Es gehört zu dem wunderbaren Ereignis einer Hochzeit, dass hier in der Regel heutzutage sehr Vielfältiges an Weltanschauung, Religion und Kultur versammelt ist, und das ist gut so. Denn all dieses Verschiedene wird ja doch durch einen gemeinsamen Glauben geeint: Das ist die Liebe. "Alles Liebe" steht auf vielen Grußkarten. "Alles Liebe", darin sind wir uns im Geiste einig. Das Einzige, was hier wirklich zählt ist die Liebe. Die Liebe zweier durchaus auch gegensätzlicher Menschen lädt viel an verschiedenem Volk ein. Das ist das Band des Friedens. Wo noch keine Einigkeit ist, da bietet so ein Fest auch die Gelegenheit zu Friedensschlüssen: beim Sektempfang auf dem Kirchhof, bei einem guten Essen heute abend oder beim Tanze miteinander. Mögen sie viel Gelegenheit dazu haben. Eine solche Hochzeit - da wächst zusammen was zusammen gehört.
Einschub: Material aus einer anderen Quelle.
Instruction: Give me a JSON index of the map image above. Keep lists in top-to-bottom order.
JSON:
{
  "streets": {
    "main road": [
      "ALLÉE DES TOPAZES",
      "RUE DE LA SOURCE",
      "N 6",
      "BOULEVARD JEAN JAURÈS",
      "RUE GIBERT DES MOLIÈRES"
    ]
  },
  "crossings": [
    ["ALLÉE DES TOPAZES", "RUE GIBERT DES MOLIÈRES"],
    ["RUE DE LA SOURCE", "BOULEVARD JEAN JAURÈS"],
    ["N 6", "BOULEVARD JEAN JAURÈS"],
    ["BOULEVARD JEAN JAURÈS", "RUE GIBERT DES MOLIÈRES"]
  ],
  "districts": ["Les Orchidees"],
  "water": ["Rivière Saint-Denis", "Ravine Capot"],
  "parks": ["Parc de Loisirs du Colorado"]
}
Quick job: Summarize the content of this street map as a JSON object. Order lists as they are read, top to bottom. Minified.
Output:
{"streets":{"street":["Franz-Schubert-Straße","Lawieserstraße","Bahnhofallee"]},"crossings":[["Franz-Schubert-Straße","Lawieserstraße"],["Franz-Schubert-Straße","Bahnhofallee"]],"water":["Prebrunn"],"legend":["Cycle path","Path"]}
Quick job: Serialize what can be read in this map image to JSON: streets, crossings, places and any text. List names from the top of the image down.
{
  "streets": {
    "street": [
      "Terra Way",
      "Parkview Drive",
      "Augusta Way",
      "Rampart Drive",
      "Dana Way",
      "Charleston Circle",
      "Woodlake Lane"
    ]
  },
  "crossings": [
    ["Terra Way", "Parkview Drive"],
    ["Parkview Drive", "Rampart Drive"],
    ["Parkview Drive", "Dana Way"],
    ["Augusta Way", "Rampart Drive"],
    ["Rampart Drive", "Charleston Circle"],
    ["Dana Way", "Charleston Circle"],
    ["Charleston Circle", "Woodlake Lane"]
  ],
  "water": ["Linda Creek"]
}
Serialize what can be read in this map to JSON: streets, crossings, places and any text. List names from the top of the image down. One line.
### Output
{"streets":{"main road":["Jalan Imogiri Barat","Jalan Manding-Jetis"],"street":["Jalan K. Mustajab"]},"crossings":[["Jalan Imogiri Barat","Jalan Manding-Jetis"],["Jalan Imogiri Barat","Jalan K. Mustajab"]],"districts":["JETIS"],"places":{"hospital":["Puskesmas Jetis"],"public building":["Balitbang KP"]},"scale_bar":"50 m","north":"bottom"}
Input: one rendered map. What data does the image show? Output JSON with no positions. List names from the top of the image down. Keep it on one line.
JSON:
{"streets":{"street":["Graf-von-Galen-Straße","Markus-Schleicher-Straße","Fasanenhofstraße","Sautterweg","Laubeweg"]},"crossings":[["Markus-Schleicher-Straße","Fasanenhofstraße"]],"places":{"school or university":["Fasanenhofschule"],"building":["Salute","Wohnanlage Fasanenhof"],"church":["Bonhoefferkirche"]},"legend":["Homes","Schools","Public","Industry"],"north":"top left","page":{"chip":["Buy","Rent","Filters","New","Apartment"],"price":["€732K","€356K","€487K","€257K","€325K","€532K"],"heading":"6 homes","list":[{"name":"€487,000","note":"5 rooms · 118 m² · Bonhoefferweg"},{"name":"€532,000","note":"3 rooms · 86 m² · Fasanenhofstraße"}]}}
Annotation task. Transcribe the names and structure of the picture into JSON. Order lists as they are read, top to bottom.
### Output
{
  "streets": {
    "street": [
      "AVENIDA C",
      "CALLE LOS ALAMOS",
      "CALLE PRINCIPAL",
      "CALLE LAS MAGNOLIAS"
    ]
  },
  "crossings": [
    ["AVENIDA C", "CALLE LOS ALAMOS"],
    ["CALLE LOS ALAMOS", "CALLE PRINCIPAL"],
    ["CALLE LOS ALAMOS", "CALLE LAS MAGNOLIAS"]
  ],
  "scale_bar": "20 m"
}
Zur Wahrhaftigkeit der Liebe gehört wohl auch die Unterschiedlichkeit der Gefühle dabei. Das darf auch ruhig gesagt werden. Die eine ist da --strahlend und mit großer Selbstverständlichkeit - in ihrer alten Heimat, der andere fühlt sich noch ein bisschem fremd, und es kommt erst mal darauf an, das alles hier zunächst zu ertragen - in Liebe zu ertragen.
Die Liebe ist das Absolute, Alles über Allem. Ob mit Kommunion, konfirmiert oder mit Jugendweihe, beschnitten oder unbeschnitten - all das spielt im Angesicht der Liebe keine Rolle. Nationalität oder Parteizugehörigkeit, Klasse oder Rasse müssen zurücktreten wenn es um die Liebe geht.
Selbst das Geschlecht ist kein Ausschlusskriterium mehr fürs Heiraten. Wenn die Liebe dahin fällt, dann verpartnern sich auch schon mal zwei Frauen oder zwei Männer, und man kann höchstens noch über die Zeremonien streiten, mit denen das geschieht und ob es auch dafür ein Ehegattensplitting beim Finanzamt geben soll. Doch wir sind hier nicht im Finanzamt sondern in der Kirche. Da zählt nur die Liebe, so sollte es jedenfalls sein. Wenn Zweie im Vertrauen darauf zueinander Ja sagen, dann sage ich als Pfarrer nicht Nein. Wer sich hier zueinander bekennt ist nicht mehr bekenntnislos.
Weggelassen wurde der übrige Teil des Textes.